Mike Fromm of NRL has sent out the following little pearl on the pyroCb listserve (you may have to have a Yahoo account to see the listserve... account is free).
"If you have 9 minutes to spare, and don't mind a little salty language, check out the Youtube video below.This happens to show the Milford Flat fire (Utah, 7 July 2007) precisely when it was in early pyroCb stage.
For newcomers to this group, and to refresh others' memories, Milford Flat was noteworthy for a number of
reasons:
* It was burning in grass and sagebrush
* It had started just one day before
* It was the largest fire in UT history
* 2 people died in a car/motorcycle accident near the firestorm (you will see how this might have occurred)

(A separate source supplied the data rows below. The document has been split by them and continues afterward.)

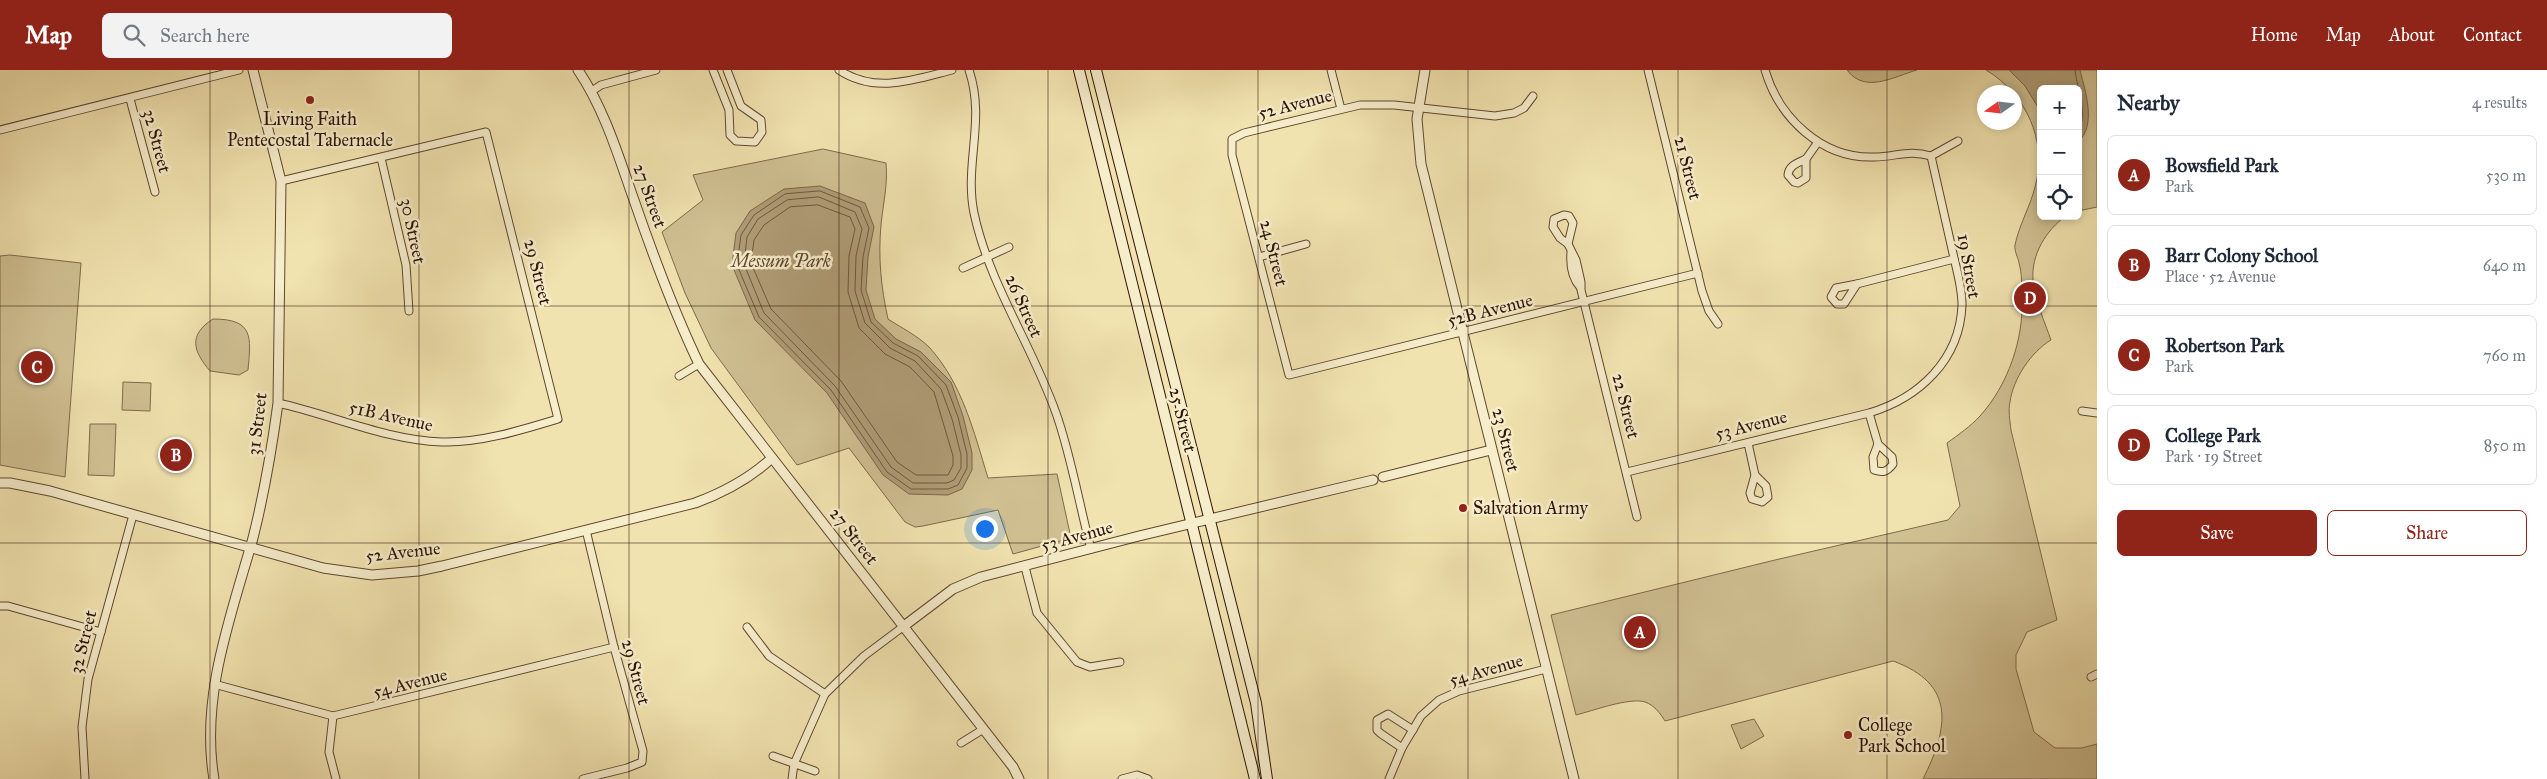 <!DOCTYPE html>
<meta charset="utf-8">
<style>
body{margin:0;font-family:"IM FELL Great Primer",serif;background:#f2f2f3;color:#1f2937}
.controls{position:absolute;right:15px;top:15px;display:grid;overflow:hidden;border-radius:8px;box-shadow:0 2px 8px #0003}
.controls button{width:45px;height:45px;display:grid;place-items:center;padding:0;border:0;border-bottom:1px solid #e0e1e3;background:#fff;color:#1f2937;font:25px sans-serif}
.compass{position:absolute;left:1977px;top:15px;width:45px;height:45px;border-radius:50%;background:#fff;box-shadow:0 2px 8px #0003;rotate:256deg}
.you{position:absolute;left:984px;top:458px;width:18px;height:18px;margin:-12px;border:4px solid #fff;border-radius:50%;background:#1a73e8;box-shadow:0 0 0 8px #1a73e833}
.badge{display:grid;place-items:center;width:32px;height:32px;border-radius:50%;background:#8f2418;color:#fff;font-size:16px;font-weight:700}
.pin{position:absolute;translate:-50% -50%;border:2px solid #fff;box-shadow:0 1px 5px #0006}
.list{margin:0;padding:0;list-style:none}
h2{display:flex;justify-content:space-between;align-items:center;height:65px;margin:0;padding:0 20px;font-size:21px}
h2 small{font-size:16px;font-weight:400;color:#747a83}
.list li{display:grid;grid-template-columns:32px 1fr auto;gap:15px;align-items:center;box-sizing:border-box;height:80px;margin:0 10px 10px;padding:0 10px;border:1px solid #e0e1e3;border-radius:8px}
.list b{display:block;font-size:19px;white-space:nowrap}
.list p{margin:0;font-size:16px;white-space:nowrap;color:#747a83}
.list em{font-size:16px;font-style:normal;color:#747a83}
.actions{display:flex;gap:10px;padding:15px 20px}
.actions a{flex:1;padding:11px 0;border:1px solid #8f2418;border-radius:8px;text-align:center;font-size:18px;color:#8f2418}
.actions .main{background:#8f2418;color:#fff}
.icon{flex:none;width:28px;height:28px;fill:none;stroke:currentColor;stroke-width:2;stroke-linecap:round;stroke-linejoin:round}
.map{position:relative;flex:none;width:2097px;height:709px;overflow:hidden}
header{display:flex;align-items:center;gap:30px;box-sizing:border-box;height:70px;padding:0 25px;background:#8f2418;color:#fff}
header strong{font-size:24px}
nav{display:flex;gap:28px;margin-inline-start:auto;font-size:18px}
.search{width:350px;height:45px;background:#f2f2f3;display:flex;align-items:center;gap:12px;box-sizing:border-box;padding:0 18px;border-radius:8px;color:#747a83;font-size:19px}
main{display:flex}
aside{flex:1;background:#fff}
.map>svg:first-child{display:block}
</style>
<header>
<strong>Map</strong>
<div class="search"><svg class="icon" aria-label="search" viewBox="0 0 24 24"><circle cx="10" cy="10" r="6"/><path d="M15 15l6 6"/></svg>Search here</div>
<nav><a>Home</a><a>Map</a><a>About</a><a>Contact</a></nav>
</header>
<main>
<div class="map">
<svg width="2097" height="709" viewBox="0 0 2097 709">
<rect width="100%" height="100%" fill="#f1e3af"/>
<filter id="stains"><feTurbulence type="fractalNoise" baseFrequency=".004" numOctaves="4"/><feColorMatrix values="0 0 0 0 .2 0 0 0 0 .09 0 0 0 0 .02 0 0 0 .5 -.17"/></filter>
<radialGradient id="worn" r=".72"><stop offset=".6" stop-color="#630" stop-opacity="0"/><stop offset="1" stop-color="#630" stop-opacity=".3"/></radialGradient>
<g fill="#d0c092" stroke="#7f6a4c">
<path d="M1847 0H1917C1893 7 1865 24 1847 0Z"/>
<path d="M1986 0H2097V137L2078 141V19H2041V146H2066C2046 160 2031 185 2033 210 2034 228 2045 253 2051 270 2031 282 2013 309 2010 332 2008 340 2010 351 2011 360L2057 550 2027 562 2016 585V599L2034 662 2055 678H2082L2097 674V709H1923C1949 657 1956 614 1893 591L1665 651C1660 643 1654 635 1645 632 1630 627 1592 641 1576 645L1551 545 1775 490 1948 450 1960 436 1947 373C1958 365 1971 356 1980 346 2008 315 2024 269 2022 227 2022 216 2022 204 2019 193 2018 187 2014 181 2015 175 2019 155 2030 137 2035 117 2048 71 2026 24 1986 0Z"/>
<path d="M823 79 886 93C888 115 883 134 881 155 878 188 881 217 888 249 900 257 918 266 929 277 962 313 974 362 988 408L1057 404 1071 468 1013 484 998 440 923 456 915 457 905 452 849 378 797 395 711 278 685 223 662 162 703 130 693 105Z"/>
<path d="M10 185 81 193 65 407 0 395V186Z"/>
<path d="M213 249C254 249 251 267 248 300L239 305 210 301C193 281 188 265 213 249Z"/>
<path d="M123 312 151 313 150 341 122 340Z"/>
<path d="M90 354H116L114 406 88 405Z"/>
<path d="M1754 649 1764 666 1741 679 1731 655Z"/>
</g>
<g fill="#af9c76" stroke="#7b6549">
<path d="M2009 0H2080C2085 21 2097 55 2078 72V19H2041V42L2025 16Z"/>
<path d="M820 116 865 133 874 157 868 187 866 220 875 249 896 269 921 282 951 312 963 346 972 383V400L962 419 948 425 909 424 883 405 827 323 755 250 732 195 736 163 750 141 784 119Z"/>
</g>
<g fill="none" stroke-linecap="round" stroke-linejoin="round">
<g stroke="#6e583e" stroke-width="1">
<path d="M2075 0C2078 24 2088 41 2078 65"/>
<path d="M820 121 860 137 869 158 863 187 861 220 871 252 893 273 918 286 946 315 958 347 967 384V398L958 415 948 419H911L887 402 831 320 759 247 737 195 741 165 754 145 785 124Z"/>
<path d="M819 127 855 142 862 159 856 186 855 221 865 253 890 278 915 291 941 319 952 349 961 385V398L954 410 947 413H913L891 397 835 316 764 243 744 194 747 167 758 149 787 130Z"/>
<path d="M818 135 850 147 855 159 849 186 848 222 859 258 885 284 910 297 934 322 953 386V395L948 405H916L897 392 841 311 771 239 751 193 754 170 764 155 790 137Z"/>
</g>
<defs>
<g id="minor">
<path d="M713 0 729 40 730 65 736 71 755 72 762 62 761 50 741 36 727 0"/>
<path d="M839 0C875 24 913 10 952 0"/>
<path d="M969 0C986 50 964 94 974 143 989 214 1032 275 1056 343 1071 385 1079 434 1091 479"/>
<path d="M1331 0 1341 39"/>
<path d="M1648 0 1702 221 1709 241 1718 254"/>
<path d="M1765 0C1779 48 1822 89 1874 87 1896 87 1908 79 1931 86L1958 71"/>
<path d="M592 21 601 15 656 0"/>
<path d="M1533 26 1524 38 1514 43 1495 46 1394 35H1360L1244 63 1232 69V85L1289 305 1698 203"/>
<path d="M130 29 155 122"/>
<path d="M0 60 239 0"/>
<path d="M381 88 406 195 409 241"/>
<path d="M1806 89V108L1798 113 1794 112 1788 105C1789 95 1798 93 1806 89Z"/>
<path d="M1806 89 1818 72"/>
<path d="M1564 145 1569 146 1573 153 1568 174 1560 168 1553 157 1554 149Z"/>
<path d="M1568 174 1576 190 1581 212V220L1637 447"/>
<path d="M1571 182C1570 194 1572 208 1580 217"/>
<path d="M1259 187 1306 174"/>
<path d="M963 198 1009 177"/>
<path d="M1857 214 1954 189"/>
<path d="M1857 214 1844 234H1837L1831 227 1836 218Z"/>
<path d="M679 306 699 294"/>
<path d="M278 333C332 345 386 370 442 372 480 373 522 360 558 349L486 62 281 111"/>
<path d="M2082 341 2097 343"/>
<path d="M1869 343 1878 374"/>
<path d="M1748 373 1755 405"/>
<path d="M1878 374 1892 387 1893 394C1887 402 1883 403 1874 400L1873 387Z"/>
<path d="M1627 402 1869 343C1919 328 1960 290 1962 235 1962 216 1956 198 1952 179 1945 148 1938 117 1931 86"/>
<path d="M1755 405 1766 416 1768 427 1762 432 1752 429 1750 423Z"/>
<path d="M1025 497 1037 543 1077 592 1090 597 1120 592"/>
<path d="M0 536H8L101 562"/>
<path d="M747 557 769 586 825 624"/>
<path d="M2091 607 2097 604"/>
<path d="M214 614 333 646 614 577"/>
<path d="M333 646 329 682 336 709"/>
<path d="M961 673 982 660"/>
<path d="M1402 678 1380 663 1377 660V650L1388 644 1413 660"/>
<path d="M773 686 815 701"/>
<path d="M85 709 82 657 88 609 133 445"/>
<path d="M583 709 627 698 642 692 643 681 614 577 586 460"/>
<path d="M792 709 794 694 825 624 864 586 904 556"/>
<path d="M1122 709 1137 705 1148 709"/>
<path d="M1389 709 1402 678 1421 646 1439 630 1459 621 1546 599"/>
</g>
<g id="tertiary">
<path d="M578 0C605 40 619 88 635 133 654 188 674 242 699 294L1013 697 1019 709"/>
<path d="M1425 0 1417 49 1421 94 1574 709"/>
<path d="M1383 407 1491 380"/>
<path d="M0 413H10L50 421 323 498 372 505 418 501 442 496 695 433C725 422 749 409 772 388"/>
<path d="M904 556 953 519 981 507 1139 466 1373 410"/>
<path d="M214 709C200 627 231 546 253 468 264 424 272 378 278 333L281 111 253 0"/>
</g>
<g id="secondary">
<path d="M1079 0 1255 709"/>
<path d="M1096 0 1256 633 1267 709"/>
</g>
</defs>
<use href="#minor" stroke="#5f4730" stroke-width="9"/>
<use href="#tertiary" stroke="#5f4730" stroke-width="11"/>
<use href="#secondary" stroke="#2e1306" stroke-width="12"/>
<use href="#minor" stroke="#f6edcb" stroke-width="7"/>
<use href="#tertiary" stroke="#f6edcb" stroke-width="9"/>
<use href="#secondary" stroke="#f6edcb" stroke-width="10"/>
</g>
<path fill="none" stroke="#2e1306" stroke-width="1" stroke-opacity="0.55" d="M210 0V709M419 0V709M629 0V709M839 0V709M1048 0V709M1258 0V709M1468 0V709M1678 0V709M1887 0V709M0 236H2097M0 473H2097"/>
<g fill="#8f2418" stroke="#f6edcb" stroke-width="2">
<circle cx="310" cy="30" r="5"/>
<circle cx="1463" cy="438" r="5"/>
<circle cx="1848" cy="665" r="5"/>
</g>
<g text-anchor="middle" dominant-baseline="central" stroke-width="5" stroke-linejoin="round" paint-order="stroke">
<g font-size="18" fill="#2e1306" stroke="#f6edcb">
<text transform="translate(1295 34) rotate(-14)">52 Avenue</text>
<text transform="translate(157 71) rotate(75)">32 Street</text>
<text transform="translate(1688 98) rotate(76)">21 Street</text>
<text transform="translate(650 126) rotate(70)">27 Street</text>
<text transform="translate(413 161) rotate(78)">30 Street</text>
<text transform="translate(1274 183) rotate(76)">24 Street</text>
<text transform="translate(1969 196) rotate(80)">19 Street</text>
<text transform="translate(538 202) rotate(76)">29 Street</text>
<text transform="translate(1024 236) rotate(66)">26 Street</text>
<text transform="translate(1490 240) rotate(-14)">52B Avenue</text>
<text transform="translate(1626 336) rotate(76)">22 Street</text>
<text transform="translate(391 346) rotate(13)">51B Avenue</text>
<text transform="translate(1183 350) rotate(76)">25 Street</text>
<text transform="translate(257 354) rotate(-83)">31 Street</text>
<text transform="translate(1751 355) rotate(-14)">53 Avenue</text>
<text transform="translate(1506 370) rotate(76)">23 Street</text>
<text transform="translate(854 466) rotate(52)">27 Street</text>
<text transform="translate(1077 466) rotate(-15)">53 Avenue</text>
<text transform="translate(403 482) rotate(-6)">52 Avenue</text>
<text transform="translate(83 572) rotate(-76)">32 Street</text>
<text transform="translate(1486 600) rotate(-16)">54 Avenue</text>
<text transform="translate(636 602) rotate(75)">29 Street</text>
<text transform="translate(410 613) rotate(-14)">54 Avenue</text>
</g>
<g font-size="18" fill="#2e1306" stroke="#f6edcb" text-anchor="start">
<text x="310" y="49" text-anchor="middle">Living Faith<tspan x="310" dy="21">Pentecostal Tabernacle</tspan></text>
<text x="1473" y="438">Salvation Army</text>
<text x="1858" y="655">College<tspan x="1858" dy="21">Park School</tspan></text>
</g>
<g font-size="18" font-style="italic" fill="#5f4730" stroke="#f6edcb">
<text x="781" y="191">Messum Park</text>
</g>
</g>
<rect width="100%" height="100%" filter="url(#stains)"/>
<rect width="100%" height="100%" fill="url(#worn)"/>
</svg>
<div class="controls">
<button>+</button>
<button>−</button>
<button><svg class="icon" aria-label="locate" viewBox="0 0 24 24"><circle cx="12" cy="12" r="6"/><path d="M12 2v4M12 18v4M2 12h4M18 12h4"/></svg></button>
</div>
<svg class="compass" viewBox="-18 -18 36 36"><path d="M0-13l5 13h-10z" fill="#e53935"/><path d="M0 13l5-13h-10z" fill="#747a83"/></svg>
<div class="you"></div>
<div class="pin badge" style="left:1640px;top:562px">A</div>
<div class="pin badge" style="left:176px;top:385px">B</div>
<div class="pin badge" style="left:37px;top:297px">C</div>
<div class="pin badge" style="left:2030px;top:228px">D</div>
</div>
<aside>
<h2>Nearby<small>4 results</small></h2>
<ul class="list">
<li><span class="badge">A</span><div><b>Bowsfield Park</b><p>Park</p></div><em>530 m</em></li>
<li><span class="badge">B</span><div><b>Barr Colony School</b><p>Place · 52 Avenue</p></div><em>640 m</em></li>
<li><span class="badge">C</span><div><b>Robertson Park</b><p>Park</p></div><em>760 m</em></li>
<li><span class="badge">D</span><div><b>College Park</b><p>Park · 19 Street</p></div><em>850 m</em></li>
</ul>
<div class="actions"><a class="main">Save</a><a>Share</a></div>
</aside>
</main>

* stratospheric smoke was from this event was detected by Tom Duck's Dalhousie lidar, CALIPSO, and NASA's DC8.The video is notable for the absolute blackness under the cloud/plume. We're taking votes on the optical depth:)"
The video ends abruptly but in checking, the folks in the video were not hurt but must have been rightly scared.
On the Smog Blog, we did see the high optical depth from this plume archived in July 2007 but did not identify this particular fire. Optical depths were clearly > 1.0 over a wide area and showed up as cloud.
I'll take Mike's challenge and I would guess that the optical depth is >6 with single scatter albedo of <0.6. The reason I say this is that clouds can have optical depths of >30 but you still see scattered light through them. This is because they are largely scatterers not absorbers. But in this smoke plume, an optical depth of 6 with >40% absorption will eat up all the photons before they hit the ground. This is a great video.